What is being asked
Copy exactly the lines from the one containing "Map reading. Read" through the last line of the records, both included, and nothing more.
Start of Block
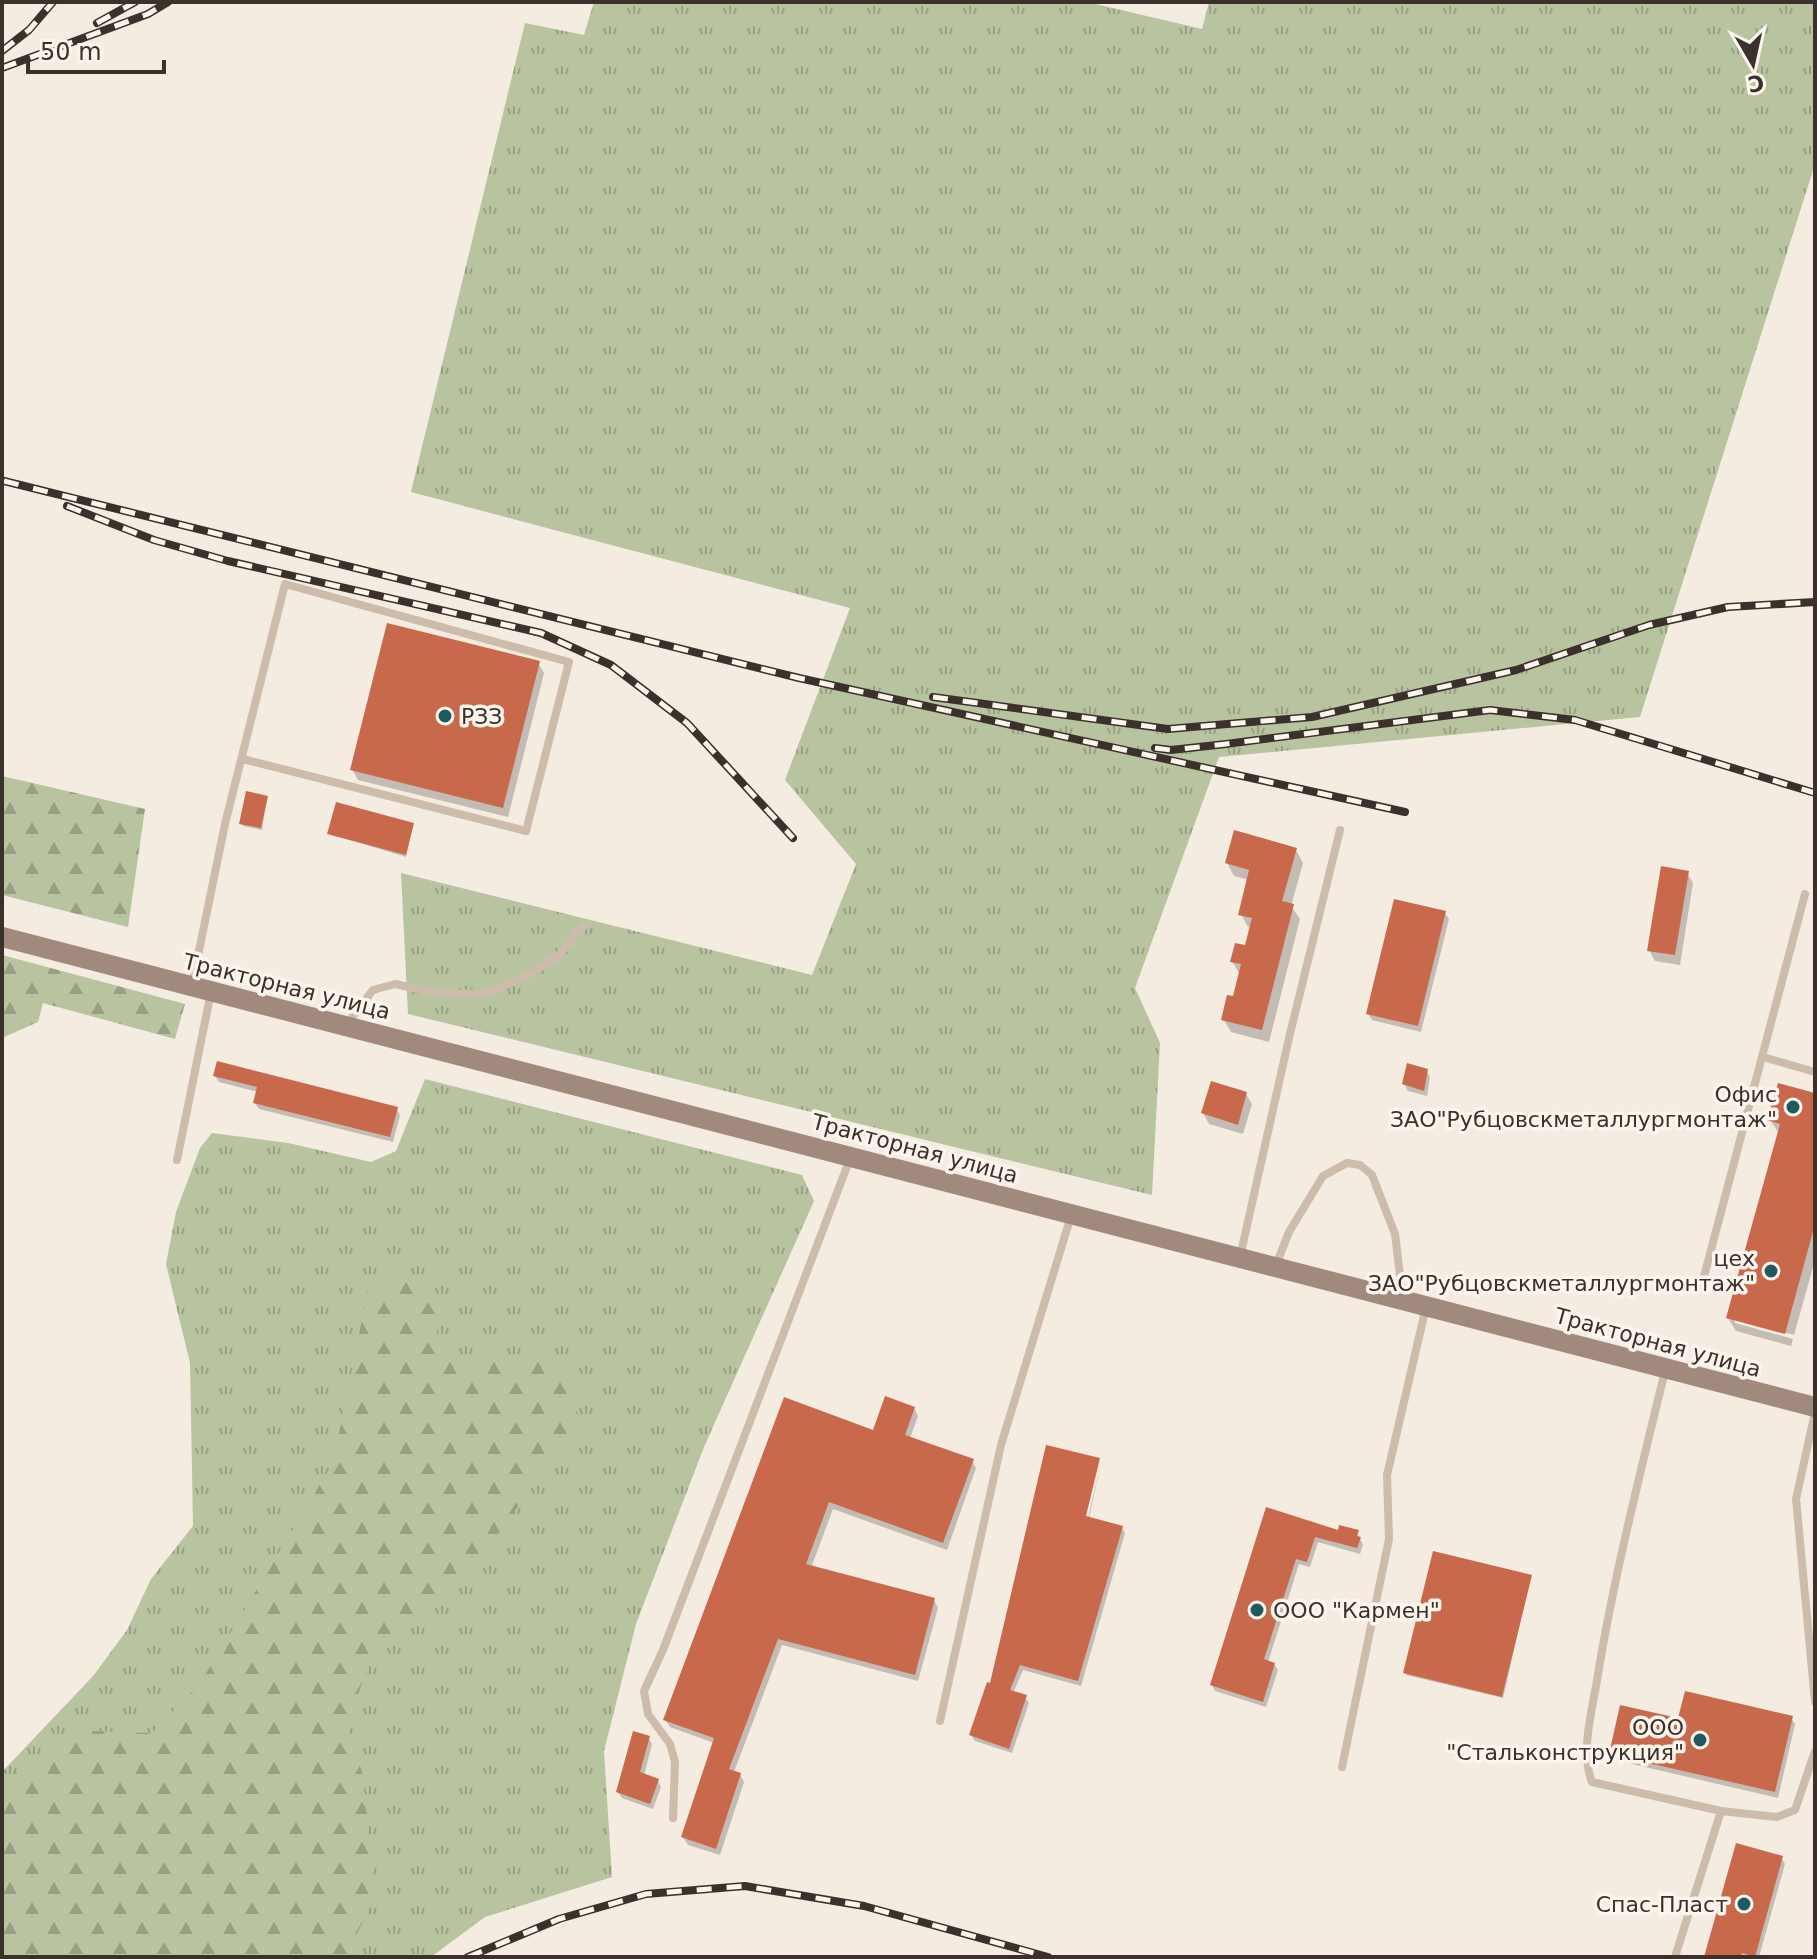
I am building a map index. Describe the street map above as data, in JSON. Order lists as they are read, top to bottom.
{
  "streets": {
    "main road": ["Тракторная улица"]
  },
  "places": [
    "РЗЗ",
    "Офис ЗАО\"Рубцовскметаллургмонтаж\"",
    "цех ЗАО\"Рубцовскметаллургмонтаж\"",
    "ООО \"Кармен\"",
    "ООО \"Стальконструкция\"",
    "Спас-Пласт"
  ],
  "scale_bar": "50 m",
  "north": "bottom"
}
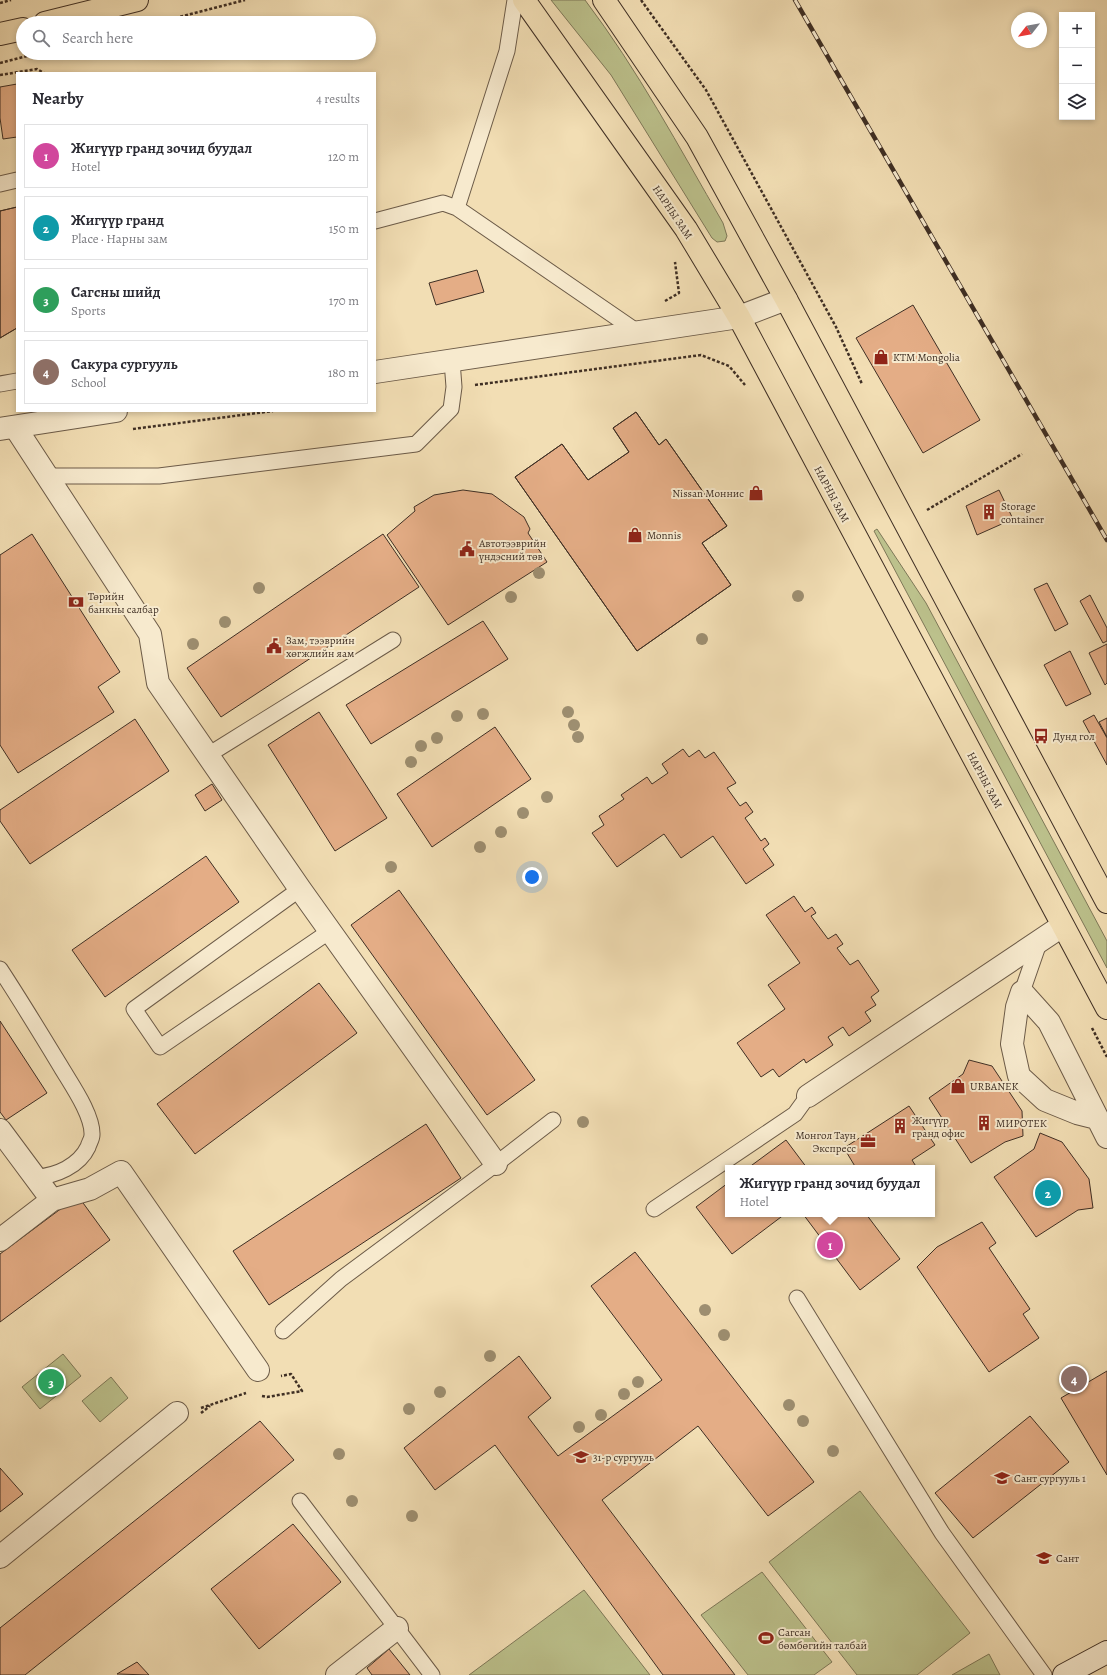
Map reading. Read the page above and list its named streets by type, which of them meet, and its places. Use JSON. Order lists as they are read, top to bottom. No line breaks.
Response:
End of Block
Your response
Map reading. Read the page above and list its named streets by type, which of them meet, and its places. Use JSON. Order lists as they are read, top to bottom. No line breaks.
Response:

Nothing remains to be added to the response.